NHR PerfLab Seminar: LARC: A Case Study in Enhancing CPUs with Copious 3D-Stacked Cache

Symbolic picture for the article. The link opens the image in a large view.

Speaker: Dr. Jens Domke, RIKEN Center for Computational Science (R-CCS), Kobe, Japan

Title: LARC: A Case Study in Enhancing CPUs with Copious 3D-Stacked Cache

Date and time: Tuesday, September 6, 2:00 p.m. – 3:00 p.m.

Slides

Abstract: Over the last three decades, innovations in the memory subsystem were primarily targeted at overcoming the data movement bottleneck. In this talk, we focus on a specific market trend in memory technology: 3D-stacked memory and caches. We investigate the impact of extending the on-chip memory capabilities in future HPC-focused processors, particularly by 3D-stacked SRAM. First, we propose a method oblivious to the memory subsystem to gauge the upper-bound in performance improvements when data movement costs are eliminated. Then, using the gem5 simulator, we model two variants of LARC, a processor fabricated in 1.5 nm and enriched with high-capacity 3D-stacked cache. With a volume of experiments involving a board set of proxy-applications and benchmarks, we aim to reveal where HPC CPU performance could be circa 2028.

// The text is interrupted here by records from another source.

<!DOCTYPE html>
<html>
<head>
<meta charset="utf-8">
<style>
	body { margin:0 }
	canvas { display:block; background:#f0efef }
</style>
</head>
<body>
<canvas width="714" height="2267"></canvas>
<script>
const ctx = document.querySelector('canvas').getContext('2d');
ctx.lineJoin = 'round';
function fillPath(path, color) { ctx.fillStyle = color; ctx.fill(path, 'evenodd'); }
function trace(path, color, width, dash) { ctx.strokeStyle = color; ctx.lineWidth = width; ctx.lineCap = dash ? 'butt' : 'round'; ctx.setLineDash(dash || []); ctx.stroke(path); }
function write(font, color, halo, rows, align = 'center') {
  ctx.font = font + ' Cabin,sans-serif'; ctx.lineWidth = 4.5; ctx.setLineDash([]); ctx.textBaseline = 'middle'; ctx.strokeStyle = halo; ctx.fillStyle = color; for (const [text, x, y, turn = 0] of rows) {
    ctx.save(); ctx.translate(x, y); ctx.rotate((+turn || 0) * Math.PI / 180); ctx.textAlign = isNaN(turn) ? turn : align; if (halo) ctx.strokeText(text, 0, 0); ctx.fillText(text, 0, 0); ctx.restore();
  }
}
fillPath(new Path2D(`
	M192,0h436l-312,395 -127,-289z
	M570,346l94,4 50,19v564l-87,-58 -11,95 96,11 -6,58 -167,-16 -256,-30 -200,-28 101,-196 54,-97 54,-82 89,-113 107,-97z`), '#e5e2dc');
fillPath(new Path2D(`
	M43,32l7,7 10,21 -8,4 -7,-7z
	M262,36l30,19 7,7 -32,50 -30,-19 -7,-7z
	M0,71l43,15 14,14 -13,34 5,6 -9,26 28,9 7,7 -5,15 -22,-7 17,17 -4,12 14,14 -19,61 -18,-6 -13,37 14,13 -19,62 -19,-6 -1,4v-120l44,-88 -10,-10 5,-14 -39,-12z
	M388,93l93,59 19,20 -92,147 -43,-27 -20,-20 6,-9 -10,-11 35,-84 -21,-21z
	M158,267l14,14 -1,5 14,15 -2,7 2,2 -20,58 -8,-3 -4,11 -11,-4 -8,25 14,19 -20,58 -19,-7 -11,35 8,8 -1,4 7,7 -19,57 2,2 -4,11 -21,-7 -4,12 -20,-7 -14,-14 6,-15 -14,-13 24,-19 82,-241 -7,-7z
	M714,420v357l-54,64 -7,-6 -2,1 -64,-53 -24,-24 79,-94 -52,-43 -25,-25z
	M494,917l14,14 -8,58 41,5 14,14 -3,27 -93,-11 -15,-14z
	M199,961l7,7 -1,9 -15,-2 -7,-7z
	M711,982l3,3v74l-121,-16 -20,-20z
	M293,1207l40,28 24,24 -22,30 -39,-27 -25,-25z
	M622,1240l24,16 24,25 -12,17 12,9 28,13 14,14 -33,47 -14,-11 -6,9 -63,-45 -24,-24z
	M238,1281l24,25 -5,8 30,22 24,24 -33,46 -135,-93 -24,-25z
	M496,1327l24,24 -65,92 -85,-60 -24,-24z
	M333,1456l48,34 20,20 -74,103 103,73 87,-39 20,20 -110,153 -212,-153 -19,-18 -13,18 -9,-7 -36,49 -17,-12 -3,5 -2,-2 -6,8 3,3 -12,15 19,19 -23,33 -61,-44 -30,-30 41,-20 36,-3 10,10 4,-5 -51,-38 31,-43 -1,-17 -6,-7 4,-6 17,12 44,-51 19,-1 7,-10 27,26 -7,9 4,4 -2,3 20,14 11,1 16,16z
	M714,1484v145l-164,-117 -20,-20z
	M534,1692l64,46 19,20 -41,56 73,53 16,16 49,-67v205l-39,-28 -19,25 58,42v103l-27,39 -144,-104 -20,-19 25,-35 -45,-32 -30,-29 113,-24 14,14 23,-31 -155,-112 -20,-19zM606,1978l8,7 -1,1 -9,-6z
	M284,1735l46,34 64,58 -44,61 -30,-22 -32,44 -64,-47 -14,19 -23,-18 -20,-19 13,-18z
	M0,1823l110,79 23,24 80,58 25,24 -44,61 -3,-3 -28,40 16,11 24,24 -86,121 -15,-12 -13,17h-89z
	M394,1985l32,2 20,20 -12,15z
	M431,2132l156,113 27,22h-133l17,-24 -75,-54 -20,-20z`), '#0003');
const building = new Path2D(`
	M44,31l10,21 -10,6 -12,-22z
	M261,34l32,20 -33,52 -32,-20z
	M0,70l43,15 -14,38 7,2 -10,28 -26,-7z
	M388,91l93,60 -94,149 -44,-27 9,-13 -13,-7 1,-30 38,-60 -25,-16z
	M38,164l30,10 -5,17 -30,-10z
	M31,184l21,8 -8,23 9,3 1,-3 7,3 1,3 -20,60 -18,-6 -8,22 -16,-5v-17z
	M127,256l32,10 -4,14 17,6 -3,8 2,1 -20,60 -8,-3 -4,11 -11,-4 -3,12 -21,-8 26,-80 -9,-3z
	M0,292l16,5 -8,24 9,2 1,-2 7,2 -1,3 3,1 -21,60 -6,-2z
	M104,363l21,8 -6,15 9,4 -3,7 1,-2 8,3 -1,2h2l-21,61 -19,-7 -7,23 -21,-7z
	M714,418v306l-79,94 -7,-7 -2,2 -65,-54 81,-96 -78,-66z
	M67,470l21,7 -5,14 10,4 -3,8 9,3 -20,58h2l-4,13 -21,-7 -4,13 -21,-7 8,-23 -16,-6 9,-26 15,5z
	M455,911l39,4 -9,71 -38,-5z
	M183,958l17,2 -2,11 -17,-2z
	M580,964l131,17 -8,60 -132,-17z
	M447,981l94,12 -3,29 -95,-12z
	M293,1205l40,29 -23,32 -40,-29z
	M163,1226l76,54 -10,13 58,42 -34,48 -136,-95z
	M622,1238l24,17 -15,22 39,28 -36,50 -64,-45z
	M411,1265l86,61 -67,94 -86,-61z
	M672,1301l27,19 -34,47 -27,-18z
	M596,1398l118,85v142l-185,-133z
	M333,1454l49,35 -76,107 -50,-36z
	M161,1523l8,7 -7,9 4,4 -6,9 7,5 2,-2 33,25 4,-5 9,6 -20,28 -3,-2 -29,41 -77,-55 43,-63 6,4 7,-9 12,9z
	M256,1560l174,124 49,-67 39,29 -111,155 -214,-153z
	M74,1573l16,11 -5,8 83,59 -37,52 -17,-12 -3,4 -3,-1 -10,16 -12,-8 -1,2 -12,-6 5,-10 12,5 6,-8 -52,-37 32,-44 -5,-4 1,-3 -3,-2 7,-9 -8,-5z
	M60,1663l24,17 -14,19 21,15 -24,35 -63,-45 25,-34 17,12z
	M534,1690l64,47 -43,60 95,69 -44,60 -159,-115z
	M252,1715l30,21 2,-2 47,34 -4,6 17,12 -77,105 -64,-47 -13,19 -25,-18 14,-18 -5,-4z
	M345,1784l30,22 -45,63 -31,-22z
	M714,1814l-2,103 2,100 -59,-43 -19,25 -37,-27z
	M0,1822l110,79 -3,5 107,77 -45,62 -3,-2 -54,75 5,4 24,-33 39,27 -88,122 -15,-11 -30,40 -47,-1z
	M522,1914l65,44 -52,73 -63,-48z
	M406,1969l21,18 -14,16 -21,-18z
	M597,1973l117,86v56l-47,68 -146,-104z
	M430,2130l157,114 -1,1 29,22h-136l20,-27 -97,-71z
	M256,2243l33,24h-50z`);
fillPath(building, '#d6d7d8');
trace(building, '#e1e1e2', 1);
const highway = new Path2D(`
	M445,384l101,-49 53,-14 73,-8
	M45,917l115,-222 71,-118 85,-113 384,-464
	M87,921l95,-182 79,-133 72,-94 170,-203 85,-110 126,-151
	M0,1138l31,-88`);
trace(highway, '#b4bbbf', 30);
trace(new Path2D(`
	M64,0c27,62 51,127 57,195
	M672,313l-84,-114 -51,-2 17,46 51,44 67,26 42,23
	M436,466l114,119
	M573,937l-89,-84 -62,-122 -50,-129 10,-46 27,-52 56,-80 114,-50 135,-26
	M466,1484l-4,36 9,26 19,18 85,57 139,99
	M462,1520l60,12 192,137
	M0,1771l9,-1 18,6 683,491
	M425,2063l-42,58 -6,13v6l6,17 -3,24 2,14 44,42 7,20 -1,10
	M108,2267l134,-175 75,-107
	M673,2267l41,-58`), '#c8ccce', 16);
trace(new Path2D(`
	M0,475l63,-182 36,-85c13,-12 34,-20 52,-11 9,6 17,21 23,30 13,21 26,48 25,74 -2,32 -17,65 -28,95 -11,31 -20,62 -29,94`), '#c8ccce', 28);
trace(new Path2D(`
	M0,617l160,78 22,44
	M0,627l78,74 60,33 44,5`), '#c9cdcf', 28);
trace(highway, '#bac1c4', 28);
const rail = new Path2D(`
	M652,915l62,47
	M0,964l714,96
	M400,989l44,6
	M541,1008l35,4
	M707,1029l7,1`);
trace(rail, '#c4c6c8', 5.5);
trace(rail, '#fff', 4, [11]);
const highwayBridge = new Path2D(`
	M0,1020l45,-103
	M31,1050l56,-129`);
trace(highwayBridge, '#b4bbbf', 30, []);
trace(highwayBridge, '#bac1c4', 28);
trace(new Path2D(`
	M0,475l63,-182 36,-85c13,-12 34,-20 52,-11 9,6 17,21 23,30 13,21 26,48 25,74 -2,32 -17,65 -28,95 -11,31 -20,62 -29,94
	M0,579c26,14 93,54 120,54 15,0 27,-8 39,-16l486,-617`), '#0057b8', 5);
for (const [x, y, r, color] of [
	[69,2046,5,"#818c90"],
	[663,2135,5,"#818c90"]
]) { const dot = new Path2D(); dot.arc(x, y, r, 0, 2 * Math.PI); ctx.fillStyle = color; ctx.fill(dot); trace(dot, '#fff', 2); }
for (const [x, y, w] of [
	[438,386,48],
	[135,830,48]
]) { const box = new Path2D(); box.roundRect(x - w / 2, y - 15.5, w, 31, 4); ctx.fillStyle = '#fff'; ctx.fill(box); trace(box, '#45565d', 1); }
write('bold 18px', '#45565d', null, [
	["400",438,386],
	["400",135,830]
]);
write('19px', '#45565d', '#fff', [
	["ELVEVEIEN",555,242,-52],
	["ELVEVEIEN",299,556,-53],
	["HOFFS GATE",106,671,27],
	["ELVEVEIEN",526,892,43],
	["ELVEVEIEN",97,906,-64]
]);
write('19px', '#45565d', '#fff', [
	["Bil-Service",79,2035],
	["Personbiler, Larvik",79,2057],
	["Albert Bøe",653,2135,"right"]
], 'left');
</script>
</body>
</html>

Dr. Jens DomkeSpeaker bio: Jens Domke is the Team Leader of the Supercomputing Performance Research Team at the RIKEN Center for Computational Science (R-CCS), Japan. He received his doctoral degree from the Technische Universität Dresden, Germany, in 2017 for his work on HPC routing algorithms and interconnects. Jens started his career in HPC in 2008, after he and a team of five students of the TU Dresden and Indiana University, won the Student Cluster Competition at SC08. Since then, he published dozens of peer-reviewed journal and conference articles. Jens contributed the DFSSSP and Nue routing algorithms to the subnet manager of InfiniBand, and built the first large-scale HyperX prototype at the Tokyo Institute of Technology. His research interests include system co-design, performance evaluation, extrapolation, and modelling, interconnect networks, and optimization of parallel applications and architectures.